→ **Exercise data**:
# # # # # # #
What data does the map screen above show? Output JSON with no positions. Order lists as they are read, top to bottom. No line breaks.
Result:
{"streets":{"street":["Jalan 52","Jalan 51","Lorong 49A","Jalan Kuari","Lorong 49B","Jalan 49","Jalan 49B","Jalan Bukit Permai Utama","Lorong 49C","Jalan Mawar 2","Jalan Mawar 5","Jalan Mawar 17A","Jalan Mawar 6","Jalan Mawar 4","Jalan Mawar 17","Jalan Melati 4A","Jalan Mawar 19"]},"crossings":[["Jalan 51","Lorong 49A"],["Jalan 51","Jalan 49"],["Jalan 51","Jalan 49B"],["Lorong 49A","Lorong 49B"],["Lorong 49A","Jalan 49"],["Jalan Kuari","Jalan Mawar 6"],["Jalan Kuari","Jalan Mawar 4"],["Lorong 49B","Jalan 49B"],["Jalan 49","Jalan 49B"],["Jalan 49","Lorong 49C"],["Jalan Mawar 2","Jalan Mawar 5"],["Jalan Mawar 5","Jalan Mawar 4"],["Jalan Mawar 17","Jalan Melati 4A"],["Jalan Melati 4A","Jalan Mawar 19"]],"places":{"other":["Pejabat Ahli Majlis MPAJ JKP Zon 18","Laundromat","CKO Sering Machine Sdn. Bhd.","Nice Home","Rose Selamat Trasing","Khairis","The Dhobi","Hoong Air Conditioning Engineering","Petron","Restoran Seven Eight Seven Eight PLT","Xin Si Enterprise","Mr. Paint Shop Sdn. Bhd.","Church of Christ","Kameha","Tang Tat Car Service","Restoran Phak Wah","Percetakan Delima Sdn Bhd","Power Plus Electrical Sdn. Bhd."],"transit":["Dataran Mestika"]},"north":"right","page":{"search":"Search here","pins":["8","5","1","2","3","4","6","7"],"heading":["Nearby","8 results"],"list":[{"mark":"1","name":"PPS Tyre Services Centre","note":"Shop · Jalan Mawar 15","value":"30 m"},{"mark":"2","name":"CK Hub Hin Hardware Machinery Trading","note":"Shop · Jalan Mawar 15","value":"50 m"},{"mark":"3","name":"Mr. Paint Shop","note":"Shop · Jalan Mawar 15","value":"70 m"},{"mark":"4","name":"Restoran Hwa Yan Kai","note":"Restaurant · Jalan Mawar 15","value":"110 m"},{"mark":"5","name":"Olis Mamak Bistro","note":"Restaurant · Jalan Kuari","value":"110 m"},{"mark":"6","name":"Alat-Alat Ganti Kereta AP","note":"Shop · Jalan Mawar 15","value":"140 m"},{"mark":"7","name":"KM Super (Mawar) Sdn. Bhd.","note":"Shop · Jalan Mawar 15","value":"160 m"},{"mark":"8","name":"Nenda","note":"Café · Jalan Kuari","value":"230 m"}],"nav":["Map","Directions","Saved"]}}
# # # # # # #
→ **Exercise objective**: The response should be an exact copy of every line above.

→ **Solved problem**:
What data does the map screen above show? Output JSON with no positions. Order lists as they are read, top to bottom. No line breaks.
Result:
{"streets":{"street":["Jalan 52","Jalan 51","Lorong 49A","Jalan Kuari","Lorong 49B","Jalan 49","Jalan 49B","Jalan Bukit Permai Utama","Lorong 49C","Jalan Mawar 2","Jalan Mawar 5","Jalan Mawar 17A","Jalan Mawar 6","Jalan Mawar 4","Jalan Mawar 17","Jalan Melati 4A","Jalan Mawar 19"]},"crossings":[["Jalan 51","Lorong 49A"],["Jalan 51","Jalan 49"],["Jalan 51","Jalan 49B"],["Lorong 49A","Lorong 49B"],["Lorong 49A","Jalan 49"],["Jalan Kuari","Jalan Mawar 6"],["Jalan Kuari","Jalan Mawar 4"],["Lorong 49B","Jalan 49B"],["Jalan 49","Jalan 49B"],["Jalan 49","Lorong 49C"],["Jalan Mawar 2","Jalan Mawar 5"],["Jalan Mawar 5","Jalan Mawar 4"],["Jalan Mawar 17","Jalan Melati 4A"],["Jalan Melati 4A","Jalan Mawar 19"]],"places":{"other":["Pejabat Ahli Majlis MPAJ JKP Zon 18","Laundromat","CKO Sering Machine Sdn. Bhd.","Nice Home","Rose Selamat Trasing","Khairis","The Dhobi","Hoong Air Conditioning Engineering","Petron","Restoran Seven Eight Seven Eight PLT","Xin Si Enterprise","Mr. Paint Shop Sdn. Bhd.","Church of Christ","Kameha","Tang Tat Car Service","Restoran Phak Wah","Percetakan Delima Sdn Bhd","Power Plus Electrical Sdn. Bhd."],"transit":["Dataran Mestika"]},"north":"right","page":{"search":"Search here","pins":["8","5","1","2","3","4","6","7"],"heading":["Nearby","8 results"],"list":[{"mark":"1","name":"PPS Tyre Services Centre","note":"Shop · Jalan Mawar 15","value":"30 m"},{"mark":"2","name":"CK Hub Hin Hardware Machinery Trading","note":"Shop · Jalan Mawar 15","value":"50 m"},{"mark":"3","name":"Mr. Paint Shop","note":"Shop · Jalan Mawar 15","value":"70 m"},{"mark":"4","name":"Restoran Hwa Yan Kai","note":"Restaurant · Jalan Mawar 15","value":"110 m"},{"mark":"5","name":"Olis Mamak Bistro","note":"Restaurant · Jalan Kuari","value":"110 m"},{"mark":"6","name":"Alat-Alat Ganti Kereta AP","note":"Shop · Jalan Mawar 15","value":"140 m"},{"mark":"7","name":"KM Super (Mawar) Sdn. Bhd.","note":"Shop · Jalan Mawar 15","value":"160 m"},{"mark":"8","name":"Nenda","note":"Café · Jalan Kuari","value":"230 m"}],"nav":["Map","Directions","Saved"]}}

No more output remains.